The expected answer is every line of the material that contains the word "tools".
━━━━━━━━━━━━━━━━━━━━━━━━━━━━━━
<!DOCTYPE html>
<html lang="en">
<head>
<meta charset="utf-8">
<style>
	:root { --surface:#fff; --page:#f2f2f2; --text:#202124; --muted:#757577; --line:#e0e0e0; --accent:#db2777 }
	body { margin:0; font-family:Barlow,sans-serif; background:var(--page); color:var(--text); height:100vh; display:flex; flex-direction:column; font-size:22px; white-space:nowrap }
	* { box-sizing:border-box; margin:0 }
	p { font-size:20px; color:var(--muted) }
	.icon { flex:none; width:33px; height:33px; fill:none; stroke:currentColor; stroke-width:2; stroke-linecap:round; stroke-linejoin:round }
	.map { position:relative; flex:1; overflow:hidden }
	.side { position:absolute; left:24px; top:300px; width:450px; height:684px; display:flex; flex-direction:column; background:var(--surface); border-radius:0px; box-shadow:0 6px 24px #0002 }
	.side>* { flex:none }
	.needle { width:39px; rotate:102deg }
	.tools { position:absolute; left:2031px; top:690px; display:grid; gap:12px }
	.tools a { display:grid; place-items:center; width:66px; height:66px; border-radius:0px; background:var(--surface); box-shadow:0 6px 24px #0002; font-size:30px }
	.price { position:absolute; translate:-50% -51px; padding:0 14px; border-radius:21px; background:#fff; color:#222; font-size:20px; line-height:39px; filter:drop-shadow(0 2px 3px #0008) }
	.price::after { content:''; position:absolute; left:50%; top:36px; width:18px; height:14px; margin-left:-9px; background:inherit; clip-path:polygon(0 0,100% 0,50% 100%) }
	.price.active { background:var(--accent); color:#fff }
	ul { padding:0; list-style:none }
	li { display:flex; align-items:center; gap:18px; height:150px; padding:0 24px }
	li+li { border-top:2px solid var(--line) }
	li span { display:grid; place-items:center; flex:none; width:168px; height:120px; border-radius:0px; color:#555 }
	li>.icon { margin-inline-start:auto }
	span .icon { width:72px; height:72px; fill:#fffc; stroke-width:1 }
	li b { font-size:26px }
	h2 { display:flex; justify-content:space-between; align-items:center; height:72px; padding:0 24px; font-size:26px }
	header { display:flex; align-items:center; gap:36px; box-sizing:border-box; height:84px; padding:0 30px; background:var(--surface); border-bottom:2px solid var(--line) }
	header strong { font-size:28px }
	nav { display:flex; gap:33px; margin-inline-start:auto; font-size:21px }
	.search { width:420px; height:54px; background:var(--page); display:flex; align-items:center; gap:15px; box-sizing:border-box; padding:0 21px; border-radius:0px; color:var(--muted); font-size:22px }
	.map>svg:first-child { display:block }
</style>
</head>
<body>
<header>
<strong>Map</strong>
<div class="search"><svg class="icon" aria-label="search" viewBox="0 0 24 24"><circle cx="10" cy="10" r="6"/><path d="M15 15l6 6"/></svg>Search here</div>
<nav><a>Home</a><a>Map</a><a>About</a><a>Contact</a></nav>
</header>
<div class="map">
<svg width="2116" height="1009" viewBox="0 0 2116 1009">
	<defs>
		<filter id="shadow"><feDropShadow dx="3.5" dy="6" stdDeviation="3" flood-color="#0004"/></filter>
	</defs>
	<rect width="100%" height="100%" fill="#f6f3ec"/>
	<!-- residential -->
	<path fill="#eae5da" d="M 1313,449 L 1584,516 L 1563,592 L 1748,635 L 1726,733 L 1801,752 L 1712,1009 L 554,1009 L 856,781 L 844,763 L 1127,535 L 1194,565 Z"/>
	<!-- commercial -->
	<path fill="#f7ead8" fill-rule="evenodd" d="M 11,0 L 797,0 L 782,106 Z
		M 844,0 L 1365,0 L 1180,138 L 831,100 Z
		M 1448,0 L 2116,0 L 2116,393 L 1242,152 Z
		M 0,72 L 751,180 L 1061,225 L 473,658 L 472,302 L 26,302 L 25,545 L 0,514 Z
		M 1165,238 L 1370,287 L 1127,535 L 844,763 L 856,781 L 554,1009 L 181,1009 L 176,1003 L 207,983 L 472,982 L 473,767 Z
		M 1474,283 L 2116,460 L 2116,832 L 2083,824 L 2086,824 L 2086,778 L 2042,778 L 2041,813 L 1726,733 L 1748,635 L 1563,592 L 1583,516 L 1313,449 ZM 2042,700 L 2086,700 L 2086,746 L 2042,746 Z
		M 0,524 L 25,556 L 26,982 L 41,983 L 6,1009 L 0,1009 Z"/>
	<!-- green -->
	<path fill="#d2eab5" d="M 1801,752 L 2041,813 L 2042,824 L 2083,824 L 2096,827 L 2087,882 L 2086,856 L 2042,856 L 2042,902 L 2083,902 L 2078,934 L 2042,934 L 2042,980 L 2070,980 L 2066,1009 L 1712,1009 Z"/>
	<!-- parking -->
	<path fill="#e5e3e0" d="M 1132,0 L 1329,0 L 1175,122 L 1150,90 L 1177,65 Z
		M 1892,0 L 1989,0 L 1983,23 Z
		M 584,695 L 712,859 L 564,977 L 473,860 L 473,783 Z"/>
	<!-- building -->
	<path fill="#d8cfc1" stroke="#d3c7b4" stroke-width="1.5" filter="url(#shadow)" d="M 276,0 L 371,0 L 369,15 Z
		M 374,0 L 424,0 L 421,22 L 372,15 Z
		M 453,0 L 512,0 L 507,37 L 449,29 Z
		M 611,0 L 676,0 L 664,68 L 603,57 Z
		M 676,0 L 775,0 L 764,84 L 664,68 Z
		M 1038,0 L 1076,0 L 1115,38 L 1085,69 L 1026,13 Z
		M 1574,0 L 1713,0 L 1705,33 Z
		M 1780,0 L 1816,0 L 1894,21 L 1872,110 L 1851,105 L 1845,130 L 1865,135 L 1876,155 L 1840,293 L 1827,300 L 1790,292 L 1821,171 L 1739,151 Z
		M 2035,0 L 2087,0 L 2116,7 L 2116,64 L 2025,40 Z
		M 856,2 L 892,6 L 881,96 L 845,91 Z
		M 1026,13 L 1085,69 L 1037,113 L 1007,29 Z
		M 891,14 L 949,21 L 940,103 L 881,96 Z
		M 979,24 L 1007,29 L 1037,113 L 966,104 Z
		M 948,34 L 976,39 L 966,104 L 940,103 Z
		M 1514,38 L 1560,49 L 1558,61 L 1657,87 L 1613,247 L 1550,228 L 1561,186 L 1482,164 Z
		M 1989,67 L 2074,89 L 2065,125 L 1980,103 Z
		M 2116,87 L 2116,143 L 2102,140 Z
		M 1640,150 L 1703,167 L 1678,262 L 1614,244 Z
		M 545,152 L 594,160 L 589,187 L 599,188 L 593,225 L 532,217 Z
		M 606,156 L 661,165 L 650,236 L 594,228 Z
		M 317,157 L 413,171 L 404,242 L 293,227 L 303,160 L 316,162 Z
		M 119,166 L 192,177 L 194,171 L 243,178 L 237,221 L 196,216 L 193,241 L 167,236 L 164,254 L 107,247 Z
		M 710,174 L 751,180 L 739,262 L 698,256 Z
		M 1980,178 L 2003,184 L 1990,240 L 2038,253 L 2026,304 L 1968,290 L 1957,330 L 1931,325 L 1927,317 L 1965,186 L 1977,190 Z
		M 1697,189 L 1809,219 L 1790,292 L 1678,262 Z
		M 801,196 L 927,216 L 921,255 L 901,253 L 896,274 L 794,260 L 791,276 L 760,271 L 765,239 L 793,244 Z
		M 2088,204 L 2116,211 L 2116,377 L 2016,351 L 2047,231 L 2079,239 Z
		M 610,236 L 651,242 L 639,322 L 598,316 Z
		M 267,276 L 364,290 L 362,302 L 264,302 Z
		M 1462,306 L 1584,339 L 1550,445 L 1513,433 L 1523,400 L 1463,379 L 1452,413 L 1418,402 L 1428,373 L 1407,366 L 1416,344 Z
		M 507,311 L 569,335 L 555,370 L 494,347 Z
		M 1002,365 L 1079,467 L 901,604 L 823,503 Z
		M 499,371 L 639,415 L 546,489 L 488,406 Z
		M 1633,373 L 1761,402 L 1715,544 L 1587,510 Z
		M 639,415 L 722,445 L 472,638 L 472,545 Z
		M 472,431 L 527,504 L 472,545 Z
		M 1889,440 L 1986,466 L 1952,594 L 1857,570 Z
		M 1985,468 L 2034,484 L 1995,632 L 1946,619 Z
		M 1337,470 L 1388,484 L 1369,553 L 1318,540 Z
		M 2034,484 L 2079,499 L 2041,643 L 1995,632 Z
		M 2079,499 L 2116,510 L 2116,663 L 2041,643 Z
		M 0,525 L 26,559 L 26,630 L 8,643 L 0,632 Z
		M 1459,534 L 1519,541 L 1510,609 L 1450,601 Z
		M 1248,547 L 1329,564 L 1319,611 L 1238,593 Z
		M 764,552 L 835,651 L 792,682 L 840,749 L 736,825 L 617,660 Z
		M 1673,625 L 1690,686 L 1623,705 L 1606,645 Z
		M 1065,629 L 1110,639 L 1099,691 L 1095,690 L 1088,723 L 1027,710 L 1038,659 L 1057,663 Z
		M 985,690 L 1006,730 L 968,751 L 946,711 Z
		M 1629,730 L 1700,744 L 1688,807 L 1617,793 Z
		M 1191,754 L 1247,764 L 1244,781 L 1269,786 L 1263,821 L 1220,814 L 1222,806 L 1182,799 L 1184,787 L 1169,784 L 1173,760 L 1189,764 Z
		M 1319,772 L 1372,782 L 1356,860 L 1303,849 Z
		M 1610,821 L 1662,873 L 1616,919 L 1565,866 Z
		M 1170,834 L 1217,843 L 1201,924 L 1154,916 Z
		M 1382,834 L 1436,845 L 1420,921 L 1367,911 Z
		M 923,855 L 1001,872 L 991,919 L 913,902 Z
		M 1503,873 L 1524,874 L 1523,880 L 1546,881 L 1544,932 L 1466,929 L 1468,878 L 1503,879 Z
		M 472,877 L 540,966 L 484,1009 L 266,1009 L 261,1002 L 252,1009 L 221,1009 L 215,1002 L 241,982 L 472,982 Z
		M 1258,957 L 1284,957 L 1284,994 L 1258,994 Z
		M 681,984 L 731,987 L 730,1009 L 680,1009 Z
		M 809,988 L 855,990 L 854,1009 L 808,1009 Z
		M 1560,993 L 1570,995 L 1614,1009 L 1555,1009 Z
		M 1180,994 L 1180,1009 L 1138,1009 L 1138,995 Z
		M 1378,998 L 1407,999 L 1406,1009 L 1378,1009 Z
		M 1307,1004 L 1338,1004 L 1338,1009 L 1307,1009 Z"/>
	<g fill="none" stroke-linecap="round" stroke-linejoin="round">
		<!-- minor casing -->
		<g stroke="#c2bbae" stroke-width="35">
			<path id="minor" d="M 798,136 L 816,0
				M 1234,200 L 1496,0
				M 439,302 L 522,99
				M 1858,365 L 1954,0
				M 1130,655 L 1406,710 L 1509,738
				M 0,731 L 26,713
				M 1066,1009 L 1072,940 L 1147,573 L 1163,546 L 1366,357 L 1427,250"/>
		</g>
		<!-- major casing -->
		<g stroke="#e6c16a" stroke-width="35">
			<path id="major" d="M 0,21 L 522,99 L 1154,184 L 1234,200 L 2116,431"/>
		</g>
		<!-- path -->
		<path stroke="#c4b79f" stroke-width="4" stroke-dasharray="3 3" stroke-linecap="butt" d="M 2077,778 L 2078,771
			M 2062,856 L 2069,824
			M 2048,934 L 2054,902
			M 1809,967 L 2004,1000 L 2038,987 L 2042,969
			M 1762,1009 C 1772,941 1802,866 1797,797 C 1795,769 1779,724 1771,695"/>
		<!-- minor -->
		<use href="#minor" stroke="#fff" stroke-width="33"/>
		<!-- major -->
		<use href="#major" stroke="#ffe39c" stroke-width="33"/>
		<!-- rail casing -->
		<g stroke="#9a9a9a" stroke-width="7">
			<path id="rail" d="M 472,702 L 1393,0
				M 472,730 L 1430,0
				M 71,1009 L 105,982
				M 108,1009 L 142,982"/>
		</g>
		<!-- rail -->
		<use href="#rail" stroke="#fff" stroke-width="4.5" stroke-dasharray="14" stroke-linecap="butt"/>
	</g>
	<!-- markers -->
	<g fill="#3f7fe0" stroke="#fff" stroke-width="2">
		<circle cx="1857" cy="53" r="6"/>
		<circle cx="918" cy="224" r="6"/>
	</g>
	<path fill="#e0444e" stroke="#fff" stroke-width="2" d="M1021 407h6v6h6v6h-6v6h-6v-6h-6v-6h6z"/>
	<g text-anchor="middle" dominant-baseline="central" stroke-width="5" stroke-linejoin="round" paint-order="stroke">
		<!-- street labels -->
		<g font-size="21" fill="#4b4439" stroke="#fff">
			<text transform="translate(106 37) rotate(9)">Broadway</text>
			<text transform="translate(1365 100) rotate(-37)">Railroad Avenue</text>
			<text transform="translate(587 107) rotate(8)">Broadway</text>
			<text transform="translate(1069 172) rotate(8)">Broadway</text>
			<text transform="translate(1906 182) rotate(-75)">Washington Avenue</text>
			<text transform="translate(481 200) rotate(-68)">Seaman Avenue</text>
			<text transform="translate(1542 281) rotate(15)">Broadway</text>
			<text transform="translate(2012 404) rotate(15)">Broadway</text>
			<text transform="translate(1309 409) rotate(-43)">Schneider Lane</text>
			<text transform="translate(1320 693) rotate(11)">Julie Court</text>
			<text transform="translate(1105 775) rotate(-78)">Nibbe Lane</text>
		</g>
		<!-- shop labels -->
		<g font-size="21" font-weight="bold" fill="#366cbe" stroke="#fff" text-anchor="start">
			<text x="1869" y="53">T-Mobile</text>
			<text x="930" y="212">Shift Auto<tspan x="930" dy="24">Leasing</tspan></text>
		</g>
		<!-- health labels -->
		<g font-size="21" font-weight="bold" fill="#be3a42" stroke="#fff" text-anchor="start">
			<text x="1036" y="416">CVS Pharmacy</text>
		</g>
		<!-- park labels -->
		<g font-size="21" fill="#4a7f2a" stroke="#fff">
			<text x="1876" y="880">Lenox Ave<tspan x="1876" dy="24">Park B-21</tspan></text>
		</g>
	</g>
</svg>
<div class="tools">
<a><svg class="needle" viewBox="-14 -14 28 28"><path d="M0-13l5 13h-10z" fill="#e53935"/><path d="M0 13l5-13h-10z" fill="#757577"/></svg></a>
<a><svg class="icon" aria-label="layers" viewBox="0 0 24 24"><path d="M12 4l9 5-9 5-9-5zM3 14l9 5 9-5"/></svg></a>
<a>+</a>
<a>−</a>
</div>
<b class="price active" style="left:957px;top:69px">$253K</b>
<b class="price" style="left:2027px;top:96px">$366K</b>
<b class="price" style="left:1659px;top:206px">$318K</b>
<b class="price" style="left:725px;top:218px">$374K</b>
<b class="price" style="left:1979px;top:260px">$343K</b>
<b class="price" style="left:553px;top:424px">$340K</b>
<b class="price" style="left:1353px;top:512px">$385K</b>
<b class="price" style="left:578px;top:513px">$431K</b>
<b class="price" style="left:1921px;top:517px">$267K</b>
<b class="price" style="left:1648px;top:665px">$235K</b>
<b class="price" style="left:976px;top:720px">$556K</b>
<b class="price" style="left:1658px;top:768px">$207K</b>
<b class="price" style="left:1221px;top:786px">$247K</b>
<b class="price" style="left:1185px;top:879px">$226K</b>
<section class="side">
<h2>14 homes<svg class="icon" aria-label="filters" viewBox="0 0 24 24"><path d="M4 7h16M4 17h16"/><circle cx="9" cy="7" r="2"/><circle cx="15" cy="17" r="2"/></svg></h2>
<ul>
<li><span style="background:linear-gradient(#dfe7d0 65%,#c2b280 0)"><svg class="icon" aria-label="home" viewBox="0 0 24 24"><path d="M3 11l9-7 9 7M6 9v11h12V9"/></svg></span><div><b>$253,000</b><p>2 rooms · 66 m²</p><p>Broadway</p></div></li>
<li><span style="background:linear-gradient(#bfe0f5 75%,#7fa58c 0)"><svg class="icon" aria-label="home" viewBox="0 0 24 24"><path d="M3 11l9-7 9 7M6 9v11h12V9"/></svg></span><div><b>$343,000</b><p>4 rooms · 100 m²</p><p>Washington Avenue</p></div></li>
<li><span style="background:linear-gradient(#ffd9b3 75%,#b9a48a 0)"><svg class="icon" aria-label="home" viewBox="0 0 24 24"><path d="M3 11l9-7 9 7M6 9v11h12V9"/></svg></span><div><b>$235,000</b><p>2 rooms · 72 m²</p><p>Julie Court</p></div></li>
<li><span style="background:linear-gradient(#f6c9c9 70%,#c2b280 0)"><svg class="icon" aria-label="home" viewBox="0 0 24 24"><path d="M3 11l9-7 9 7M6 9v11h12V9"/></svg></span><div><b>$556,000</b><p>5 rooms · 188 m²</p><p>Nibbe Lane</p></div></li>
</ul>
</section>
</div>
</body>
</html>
━━━━━━━━━━━━━━━━━━━━━━━━━━━━━━
**EXERCISE SOLUTION**
	.tools { position:absolute; left:2031px; top:690px; display:grid; gap:12px }
	.tools a { display:grid; place-items:center; width:66px; height:66px; border-radius:0px; background:var(--surface); box-shadow:0 6px 24px #0002; font-size:30px }
<div class="tools">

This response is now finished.